* **EXERCISE GOAL**
Find every line of the records that has "halo" and return it.

* **MATERIAL FOR THE TASK**
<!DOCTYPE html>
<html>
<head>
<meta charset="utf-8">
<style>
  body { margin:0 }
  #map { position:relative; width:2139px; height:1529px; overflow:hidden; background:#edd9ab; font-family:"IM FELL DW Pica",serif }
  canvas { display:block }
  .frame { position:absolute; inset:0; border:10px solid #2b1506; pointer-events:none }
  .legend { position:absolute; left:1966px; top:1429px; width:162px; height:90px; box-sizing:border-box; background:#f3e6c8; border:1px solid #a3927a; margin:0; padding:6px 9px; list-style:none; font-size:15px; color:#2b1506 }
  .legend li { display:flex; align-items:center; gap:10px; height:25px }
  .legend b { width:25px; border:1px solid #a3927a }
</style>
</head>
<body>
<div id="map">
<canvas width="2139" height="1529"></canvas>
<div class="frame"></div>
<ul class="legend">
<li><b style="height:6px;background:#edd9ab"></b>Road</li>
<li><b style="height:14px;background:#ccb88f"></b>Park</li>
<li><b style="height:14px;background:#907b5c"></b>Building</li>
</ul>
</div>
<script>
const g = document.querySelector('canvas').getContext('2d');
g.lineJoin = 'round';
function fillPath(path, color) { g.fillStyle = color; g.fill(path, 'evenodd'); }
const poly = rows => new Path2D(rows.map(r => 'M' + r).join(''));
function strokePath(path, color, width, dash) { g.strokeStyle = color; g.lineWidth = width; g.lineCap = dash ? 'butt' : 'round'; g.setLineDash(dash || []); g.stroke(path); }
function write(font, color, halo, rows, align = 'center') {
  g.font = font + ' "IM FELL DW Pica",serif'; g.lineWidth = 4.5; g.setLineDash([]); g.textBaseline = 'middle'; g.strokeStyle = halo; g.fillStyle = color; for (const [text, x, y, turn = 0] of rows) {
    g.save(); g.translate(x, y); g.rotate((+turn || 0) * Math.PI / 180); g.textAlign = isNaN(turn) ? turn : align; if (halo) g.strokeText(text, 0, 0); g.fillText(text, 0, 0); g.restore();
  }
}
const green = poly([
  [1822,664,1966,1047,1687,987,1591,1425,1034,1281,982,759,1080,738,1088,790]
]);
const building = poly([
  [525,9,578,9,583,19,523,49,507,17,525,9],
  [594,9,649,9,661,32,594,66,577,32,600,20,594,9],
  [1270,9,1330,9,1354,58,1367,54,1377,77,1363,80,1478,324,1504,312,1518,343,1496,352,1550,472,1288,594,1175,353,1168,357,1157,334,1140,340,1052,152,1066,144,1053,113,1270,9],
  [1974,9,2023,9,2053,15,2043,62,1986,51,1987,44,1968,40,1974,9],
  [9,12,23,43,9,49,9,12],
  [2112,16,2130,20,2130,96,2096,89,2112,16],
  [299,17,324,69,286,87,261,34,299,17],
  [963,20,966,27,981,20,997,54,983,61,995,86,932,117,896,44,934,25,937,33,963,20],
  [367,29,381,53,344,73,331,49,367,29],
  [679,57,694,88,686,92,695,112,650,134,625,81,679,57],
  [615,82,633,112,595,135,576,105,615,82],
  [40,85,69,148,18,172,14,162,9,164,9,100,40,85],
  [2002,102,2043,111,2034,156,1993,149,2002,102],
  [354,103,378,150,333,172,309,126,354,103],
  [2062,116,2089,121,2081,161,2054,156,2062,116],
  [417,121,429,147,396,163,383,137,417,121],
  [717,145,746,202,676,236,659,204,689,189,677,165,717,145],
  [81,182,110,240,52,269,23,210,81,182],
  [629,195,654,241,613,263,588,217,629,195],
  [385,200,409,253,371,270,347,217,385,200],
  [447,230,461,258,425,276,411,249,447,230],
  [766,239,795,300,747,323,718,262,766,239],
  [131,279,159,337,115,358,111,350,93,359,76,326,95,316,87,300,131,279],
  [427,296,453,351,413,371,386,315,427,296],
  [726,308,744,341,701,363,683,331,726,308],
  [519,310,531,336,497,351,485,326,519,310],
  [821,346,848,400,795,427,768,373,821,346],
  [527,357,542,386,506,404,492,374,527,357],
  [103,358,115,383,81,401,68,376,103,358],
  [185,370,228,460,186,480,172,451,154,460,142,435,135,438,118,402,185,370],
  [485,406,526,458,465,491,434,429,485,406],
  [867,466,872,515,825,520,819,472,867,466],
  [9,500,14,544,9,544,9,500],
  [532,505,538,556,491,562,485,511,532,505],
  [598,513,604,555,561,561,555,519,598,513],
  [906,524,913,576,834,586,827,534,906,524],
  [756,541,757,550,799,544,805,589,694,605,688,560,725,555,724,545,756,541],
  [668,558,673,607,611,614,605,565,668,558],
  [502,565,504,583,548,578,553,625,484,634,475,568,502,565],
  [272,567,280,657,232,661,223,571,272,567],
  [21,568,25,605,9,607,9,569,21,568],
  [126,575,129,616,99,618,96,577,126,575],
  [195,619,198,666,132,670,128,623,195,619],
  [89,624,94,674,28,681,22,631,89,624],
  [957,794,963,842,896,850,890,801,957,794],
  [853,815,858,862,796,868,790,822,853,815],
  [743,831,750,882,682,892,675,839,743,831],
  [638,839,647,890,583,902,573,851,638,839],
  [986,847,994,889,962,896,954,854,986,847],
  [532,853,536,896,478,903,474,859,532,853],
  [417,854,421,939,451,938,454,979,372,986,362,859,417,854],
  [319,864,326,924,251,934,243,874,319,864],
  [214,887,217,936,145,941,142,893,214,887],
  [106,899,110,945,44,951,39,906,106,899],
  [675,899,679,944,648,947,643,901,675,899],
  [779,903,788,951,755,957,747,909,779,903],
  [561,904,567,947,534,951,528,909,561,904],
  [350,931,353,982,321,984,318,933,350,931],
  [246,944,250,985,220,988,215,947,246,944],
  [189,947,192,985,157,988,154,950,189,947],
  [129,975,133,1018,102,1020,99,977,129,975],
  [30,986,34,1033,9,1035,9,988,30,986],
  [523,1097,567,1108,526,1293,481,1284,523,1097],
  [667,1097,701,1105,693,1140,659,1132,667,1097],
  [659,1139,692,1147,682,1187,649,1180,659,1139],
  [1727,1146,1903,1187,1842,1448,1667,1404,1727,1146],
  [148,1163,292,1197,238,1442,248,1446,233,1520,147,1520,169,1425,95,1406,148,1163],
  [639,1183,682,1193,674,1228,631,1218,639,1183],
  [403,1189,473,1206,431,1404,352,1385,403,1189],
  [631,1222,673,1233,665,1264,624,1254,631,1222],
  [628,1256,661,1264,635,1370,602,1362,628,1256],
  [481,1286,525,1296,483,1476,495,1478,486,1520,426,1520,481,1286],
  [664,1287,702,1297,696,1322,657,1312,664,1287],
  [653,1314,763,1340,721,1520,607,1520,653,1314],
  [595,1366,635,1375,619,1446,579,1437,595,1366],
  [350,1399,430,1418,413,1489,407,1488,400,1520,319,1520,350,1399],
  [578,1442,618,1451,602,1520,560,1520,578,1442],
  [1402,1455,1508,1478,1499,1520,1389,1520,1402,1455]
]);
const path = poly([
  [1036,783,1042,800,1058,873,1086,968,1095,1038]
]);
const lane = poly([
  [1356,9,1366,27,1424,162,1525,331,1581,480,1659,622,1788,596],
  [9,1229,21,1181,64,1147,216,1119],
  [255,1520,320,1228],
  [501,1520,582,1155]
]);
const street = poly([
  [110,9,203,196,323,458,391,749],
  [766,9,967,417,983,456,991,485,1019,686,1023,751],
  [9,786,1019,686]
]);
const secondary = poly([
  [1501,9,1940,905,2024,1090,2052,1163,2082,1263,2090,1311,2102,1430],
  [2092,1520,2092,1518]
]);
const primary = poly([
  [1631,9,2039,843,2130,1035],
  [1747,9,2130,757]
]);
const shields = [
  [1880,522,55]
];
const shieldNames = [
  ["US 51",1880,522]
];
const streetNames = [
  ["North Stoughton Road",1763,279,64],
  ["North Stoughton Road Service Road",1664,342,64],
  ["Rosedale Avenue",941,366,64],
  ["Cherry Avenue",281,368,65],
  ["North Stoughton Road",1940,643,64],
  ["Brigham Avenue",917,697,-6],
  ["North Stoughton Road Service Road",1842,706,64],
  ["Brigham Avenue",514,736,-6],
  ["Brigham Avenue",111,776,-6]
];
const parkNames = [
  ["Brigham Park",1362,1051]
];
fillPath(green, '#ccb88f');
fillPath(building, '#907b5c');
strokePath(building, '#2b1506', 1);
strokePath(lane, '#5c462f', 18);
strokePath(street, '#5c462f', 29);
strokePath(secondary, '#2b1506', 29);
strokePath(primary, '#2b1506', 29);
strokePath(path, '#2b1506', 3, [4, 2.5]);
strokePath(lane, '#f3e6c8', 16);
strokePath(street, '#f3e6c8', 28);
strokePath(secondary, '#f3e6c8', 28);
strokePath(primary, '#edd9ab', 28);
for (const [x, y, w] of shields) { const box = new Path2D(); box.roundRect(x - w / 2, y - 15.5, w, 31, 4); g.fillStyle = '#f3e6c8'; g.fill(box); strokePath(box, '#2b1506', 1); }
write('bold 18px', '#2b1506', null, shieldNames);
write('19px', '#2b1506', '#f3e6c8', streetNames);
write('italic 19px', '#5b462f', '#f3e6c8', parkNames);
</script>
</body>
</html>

* **TASK OUTPUT**
function write(font, color, halo, rows, align = 'center') {
  g.font = font + ' "IM FELL DW Pica",serif'; g.lineWidth = 4.5; g.setLineDash([]); g.textBaseline = 'middle'; g.strokeStyle = halo; g.fillStyle = color; for (const [text, x, y, turn = 0] of rows) {
    g.save(); g.translate(x, y); g.rotate((+turn || 0) * Math.PI / 180); g.textAlign = isNaN(turn) ? turn : align; if (halo) g.strokeText(text, 0, 0); g.fillText(text, 0, 0); g.restore();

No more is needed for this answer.